Monday, June 24, 2013

The Greatest Forgotten Catholic Theologian of the 20th Century

If the subject of 20th-century Catholic theology comes up in conversation, one will undoubtedly hear a whole slew of names being dropped - Henri de Lubac, Karl Rahner, Hans Urs von Balthasar, Yves Congar, and unfortunately, Hans Kung and Edward Schillebeeckx.  But hardly ever will one hear the name of Fr. Reginald Garrigou-Lagrange.

Revered by many as the greatest Thomist theologian and by some as the greatest Catholic theologian of the 20th-century, Garrigou-Lagrange stood (as his great mentor St. Thomas Aquinas did) against the errors of his day.  Like Aquinas who stood against the corrupted interpretations and translations of Aristotle, attacks on the Christian faith both within and outside the Church, and all sorts of other errors, Garrigou-Lagrange seemingly stood alone against the new assault on the Church known as Modernism.

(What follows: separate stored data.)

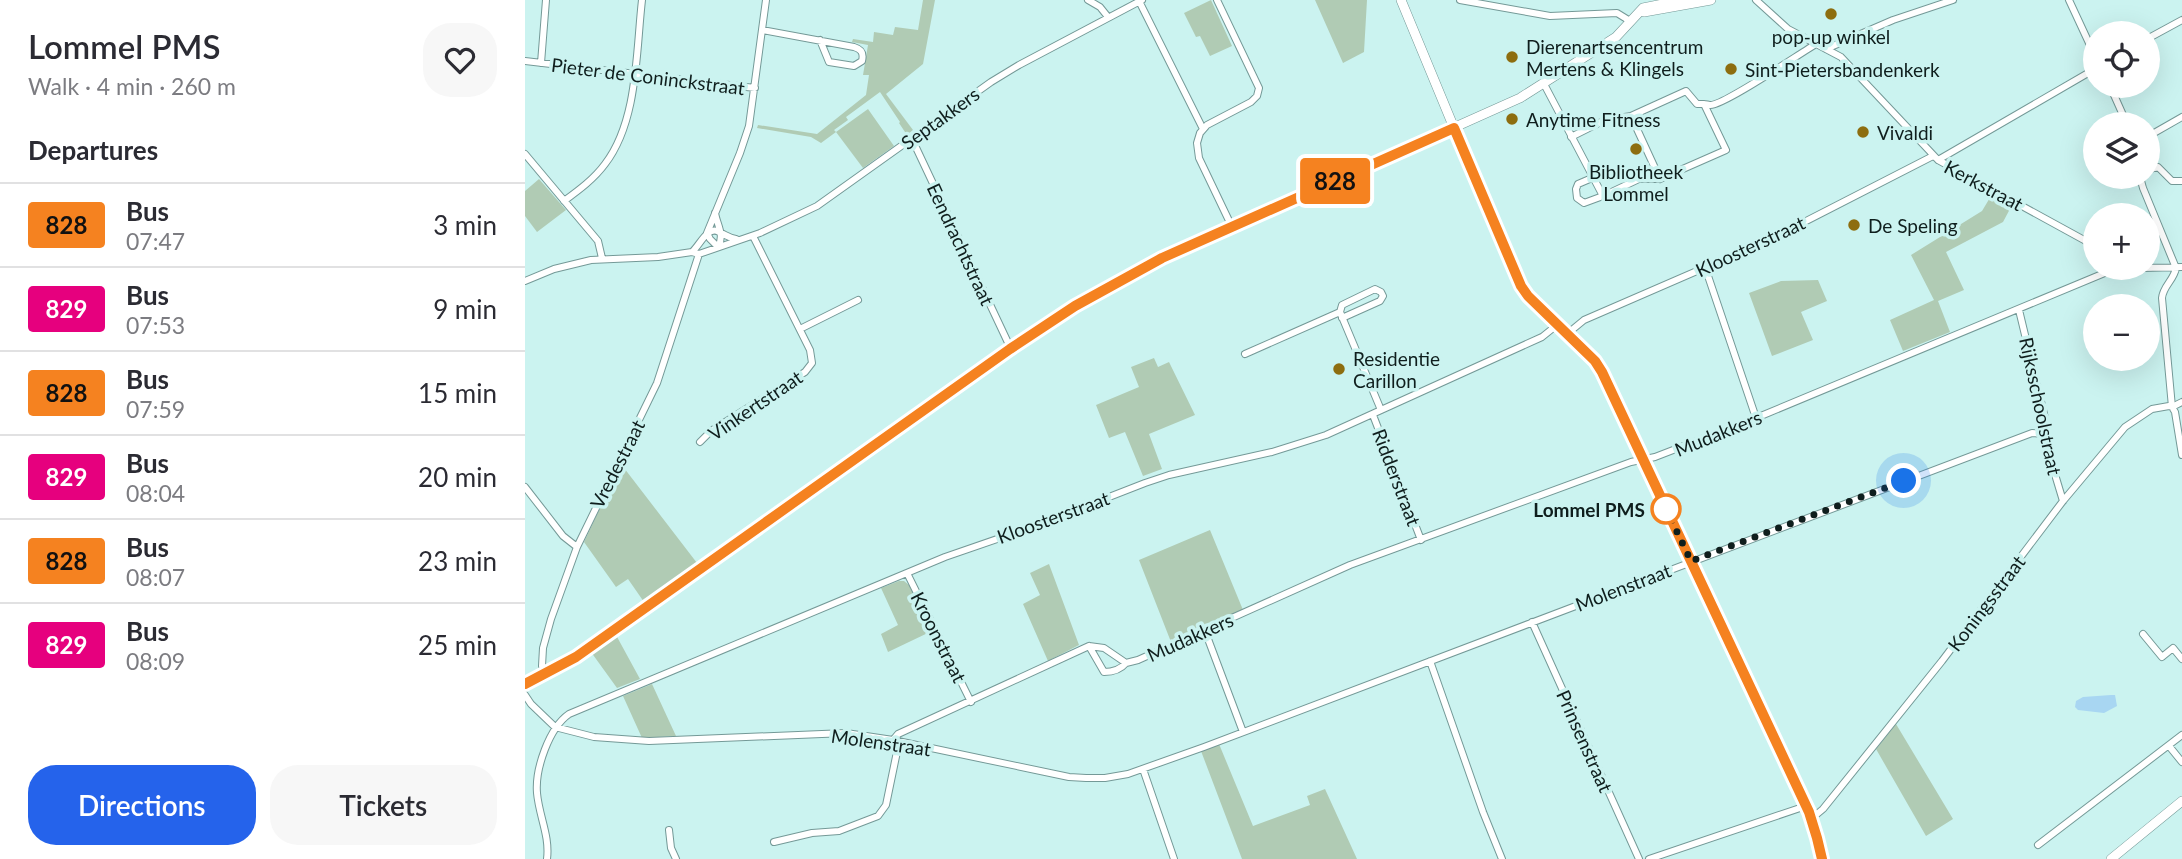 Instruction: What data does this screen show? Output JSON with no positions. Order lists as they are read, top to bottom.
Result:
{
  "streets": {
    "street": [
      "Pieter de Coninckstraat",
      "Septakkers",
      "Kerkstraat",
      "Eendrachtstraat",
      "Kloosterstraat",
      "Vinkertstraat",
      "Rijksschoolstraat",
      "Mudakkers",
      "Vredestraat",
      "Ridderstraat",
      "Molenstraat",
      "Koningsstraat",
      "Kroonstraat",
      "Prinsenstraat"
    ]
  },
  "crossings": [
    ["Septakkers", "Eendrachtstraat"],
    ["Septakkers", "Vinkertstraat"],
    ["Septakkers", "Vredestraat"],
    ["Kerkstraat", "Kloosterstraat"],
    ["Kloosterstraat", "Ridderstraat"],
    ["Kloosterstraat", "Molenstraat"],
    ["Kloosterstraat", "Kroonstraat"],
    ["Rijksschoolstraat", "Mudakkers"],
    ["Rijksschoolstraat", "Molenstraat"],
    ["Rijksschoolstraat", "Koningsstraat"],
    ["Mudakkers", "Ridderstraat"],
    ["Molenstraat", "Prinsenstraat"]
  ],
  "places": [
    "pop-up winkel",
    "Dierenartsencentrum Mertens & Klingels",
    "Sint-Pietersbandenkerk",
    "Anytime Fitness",
    "Vivaldi",
    "Bibliotheek Lommel",
    "De Speling",
    "Residentie Carillon",
    "Lommel PMS"
  ],
  "lines": ["bus line 828"],
  "page": {
    "heading": [
      ["Lommel PMS", "Walk · 4 min · 260 m"],
      "Departures"
    ],
    "on_map": "828",
    "map_buttons": ["+", "−"],
    "list": [
      {
        "mark": "828",
        "name": "Bus",
        "note": "07:47",
        "value": "3 min"
      },
      {
        "mark": "829",
        "name": "Bus",
        "note": "07:53",
        "value": "9 min"
      },
      {
        "mark": "828",
        "name": "Bus",
        "note": "07:59",
        "value": "15 min"
      },
      {
        "mark": "829",
        "name": "Bus",
        "note": "08:04",
        "value": "20 min"
      },
      {
        "mark": "828",
        "name": "Bus",
        "note": "08:07",
        "value": "23 min"
      },
      {
        "mark": "829",
        "name": "Bus",
        "note": "08:09",
        "value": "25 min"
      }
    ],
    "buttons": ["Directions", "Tickets"]
  }
} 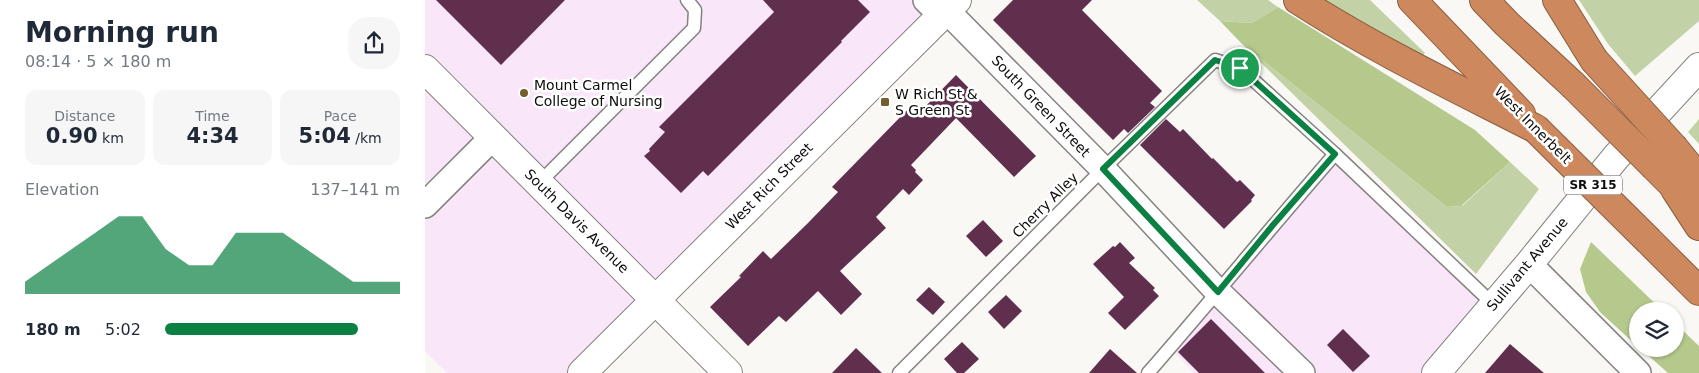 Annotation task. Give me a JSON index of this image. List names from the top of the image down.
{
  "streets": {
    "highway": ["West Innerbelt", "SR 315"],
    "street": [
      "South Green Street",
      "West Rich Street",
      "South Davis Avenue",
      "Sullivant Avenue"
    ],
    "lane": ["Cherry Alley"]
  },
  "crossings": [
    ["South Green Street", "West Rich Street"],
    ["South Green Street", "Cherry Alley"],
    ["West Rich Street", "South Davis Avenue"]
  ],
  "places": {
    "other": ["Mount Carmel College of Nursing"],
    "transit": ["W Rich St & S Green St"]
  },
  "page": {
    "heading": ["Morning run", "08:14 · 5 × 180 m"],
    "stats": [
      ["Distance", "0.90 km"],
      ["Time", "4:34"],
      ["Pace", "5:04 /km"]
    ],
    "chart": ["Elevation", "137–141 m"],
    "list": [
      {
        "name": "180 m",
        "note": "5:02"
      }
    ]
  }
} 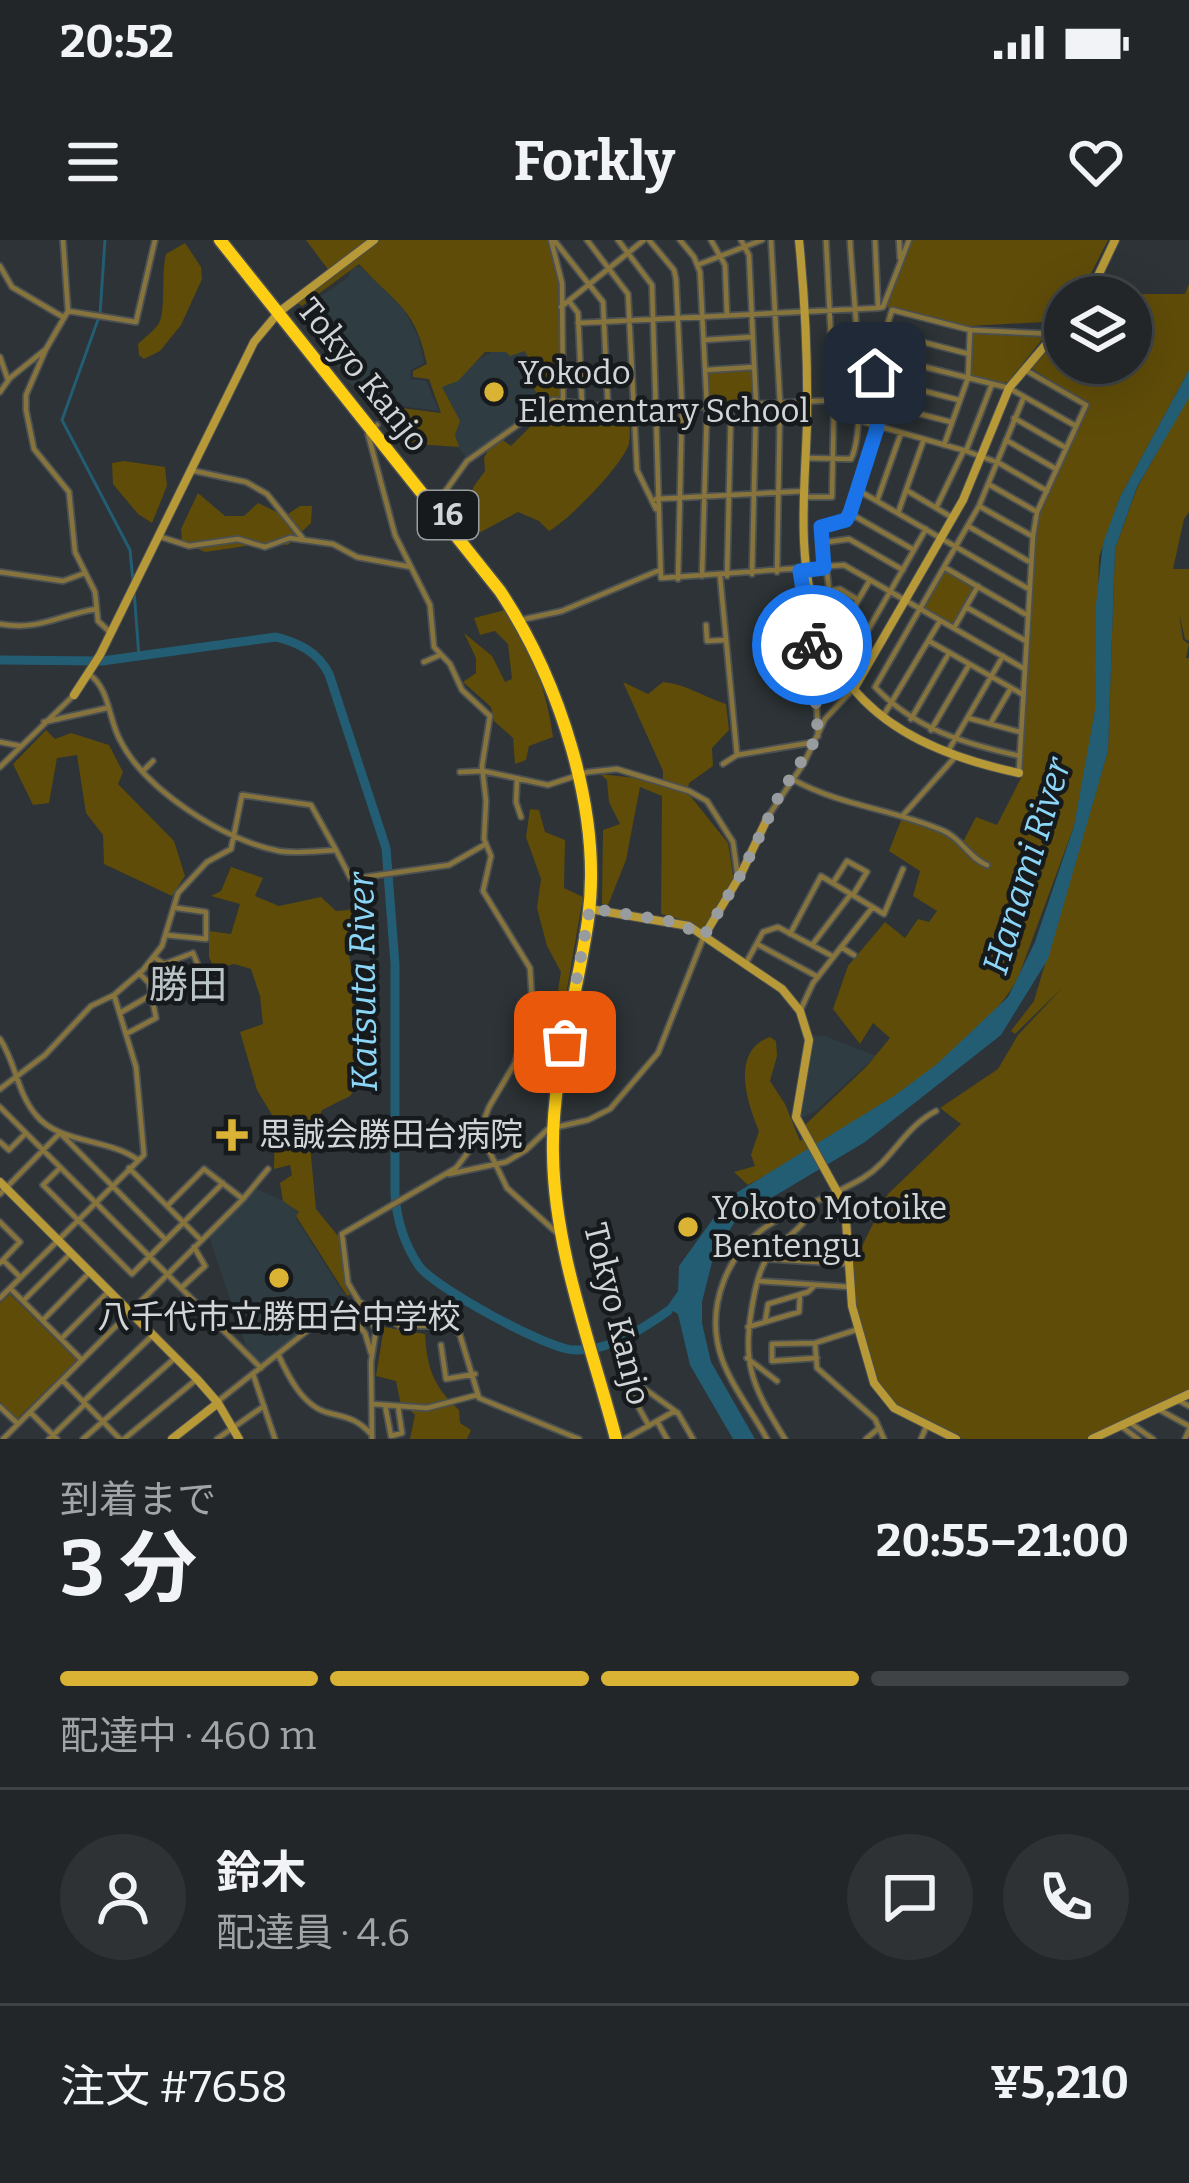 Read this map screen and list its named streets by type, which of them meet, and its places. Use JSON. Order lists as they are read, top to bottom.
{
  "streets": {
    "highway": ["Tokyo Kanjo", "16"]
  },
  "districts": ["勝田"],
  "water": ["Hanami River", "Katsuta River"],
  "places": {
    "other": ["Yokodo Elementary School", "Yokoto Motoike Bentengu", "八千代市立勝田台中学校"],
    "health": ["思誠会勝田台病院"]
  },
  "page": {
    "status": "20:52",
    "header": "Forkly",
    "heading": ["3 分", "到着まで", "20:55–21:00"],
    "panel": [
      "鈴木",
      "配達員 · 4.6",
      "注文 #7658",
      "¥5,210"
    ],
    "bar": "配達中 · 460 m"
  }
} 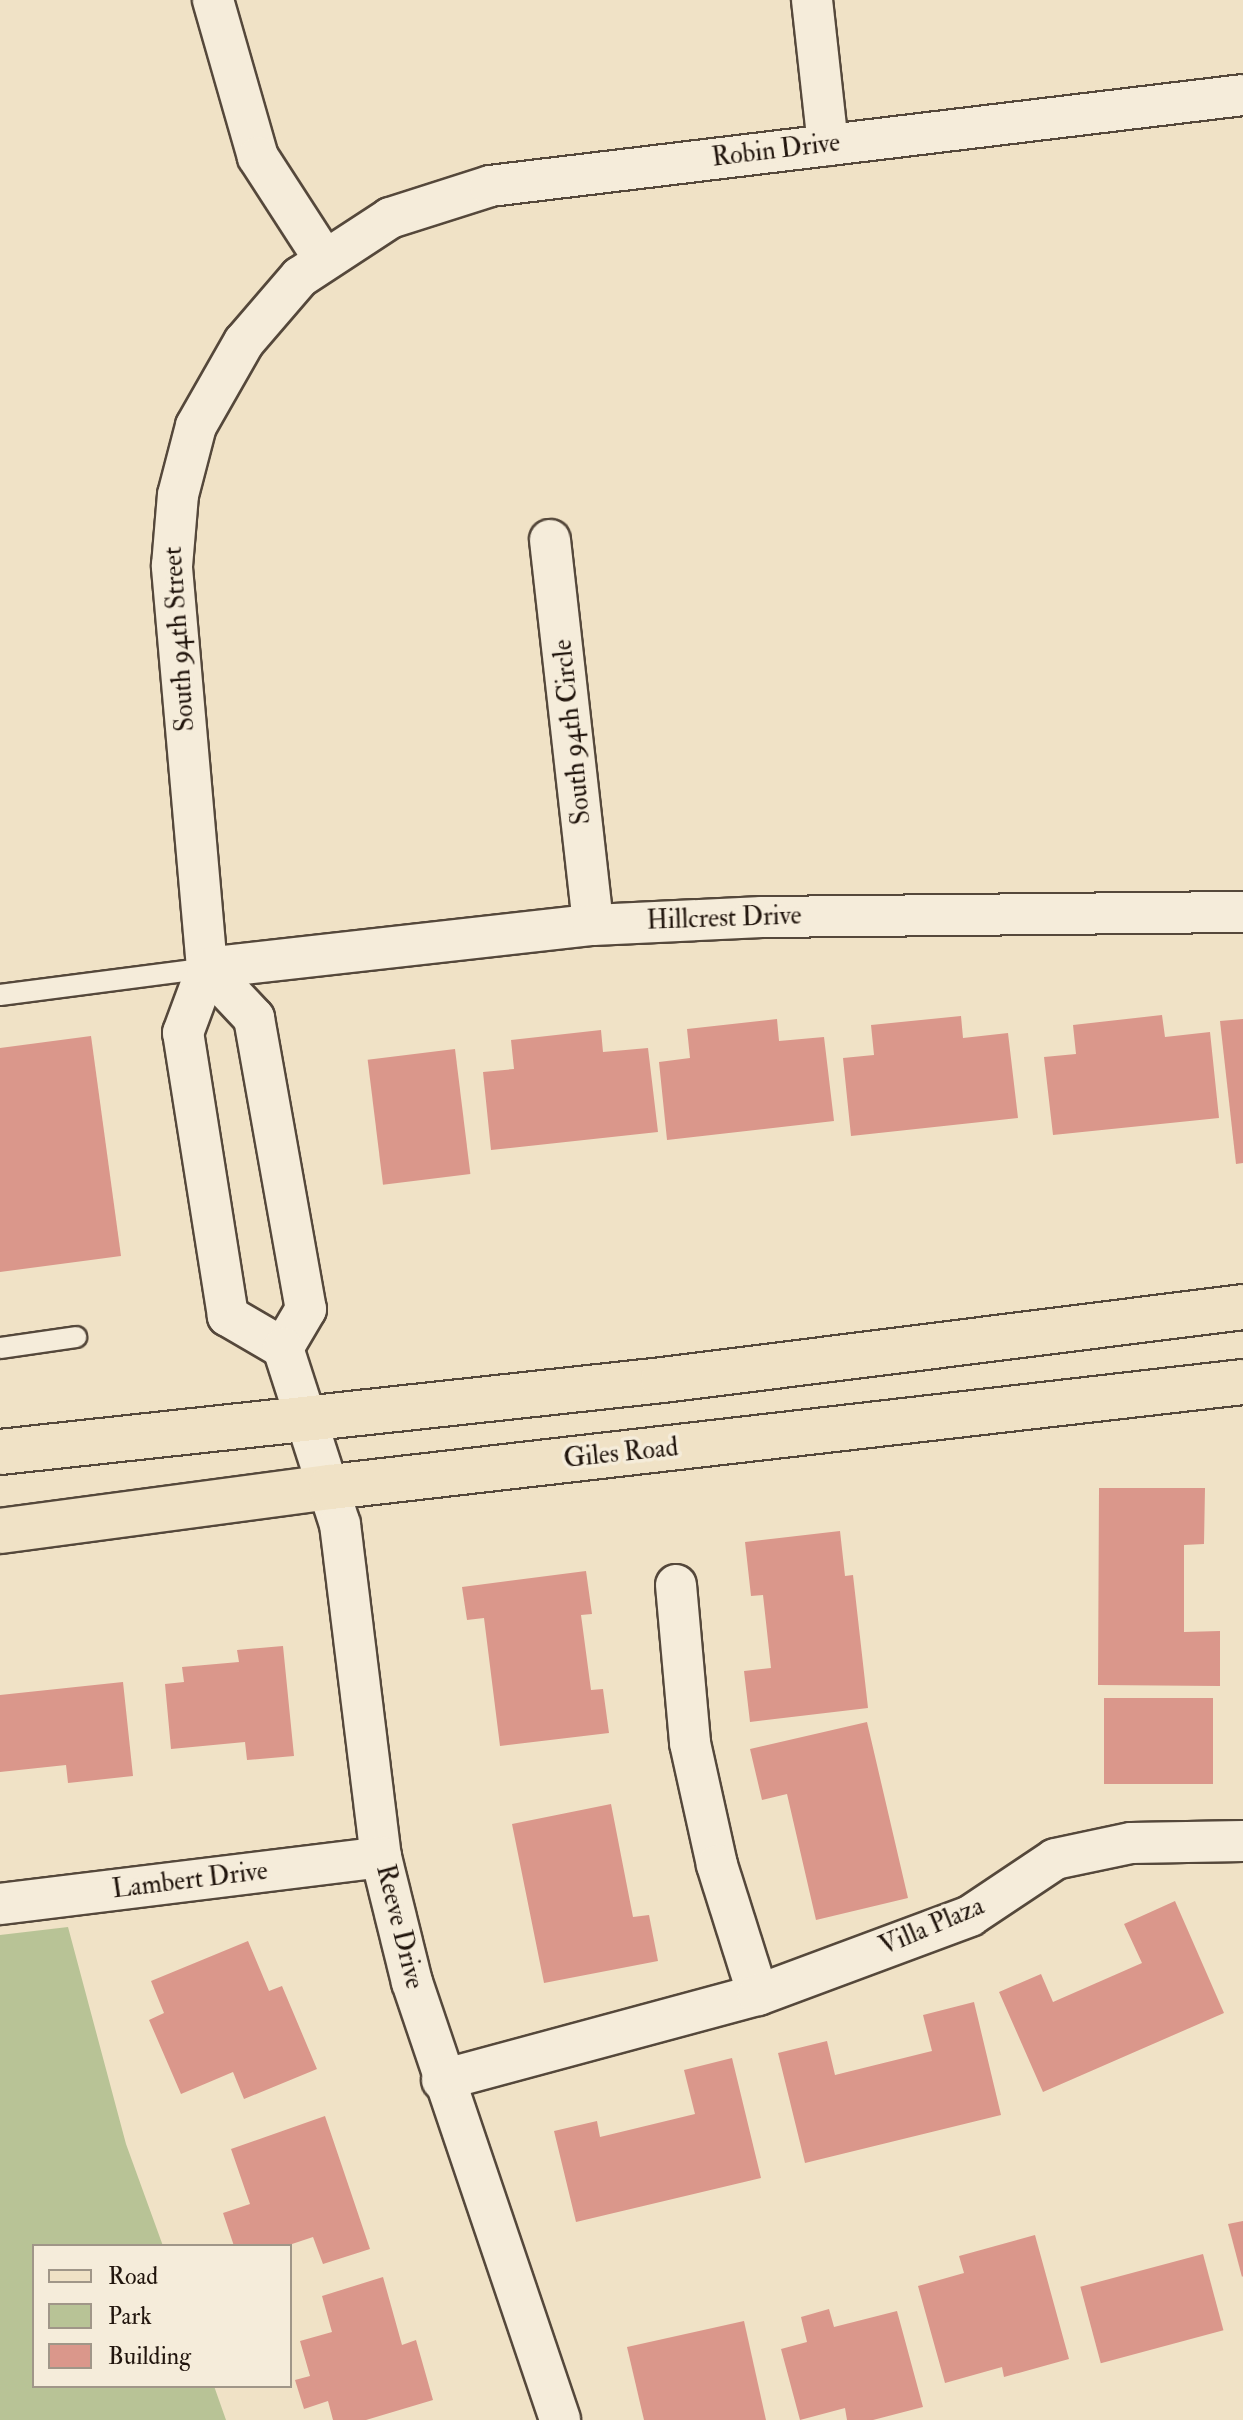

Garrigou-Lagrange, in my reckoning, was as strictly orthodox as one could possibly get.  He was a disciple of St. Thomas to the very core, an adept philosopher, and an orthodox theologian and son of the Church.  So how is it that such a great mind in service to the Church seems so forgotten?

I confess that I don't know the answer.  Perhaps it lies in the density of his writings - but then again, in my encounters with more popular and well-known theologians such as Henri de Lubac and Hans Urs von Balthasar, I have seen nothing but incredibly dense material.  So this cannot be the reason.

Perhaps it is because Garrigou-Lagrange is unapologetically orthodox to the point of seeming "archaic".  With the advent of the two World Wars, it seems that theology in general (both Protestant and Catholic) took a different turn.  Scholasticism per se could have seemed outmoded - with the onslaught of war and genocide in these days, it was existentialism, paradox, and demythologization that seemingly began to take hold of the Christian mind.  Despite the papal encyclical Humani generis (of which he was supposedly the ghost writer of) condemning many of the en-vogue opinions of some modern theologians, it seems that the orthodoxy of Garrigou-Lagrange slipped away into the dark without much ado.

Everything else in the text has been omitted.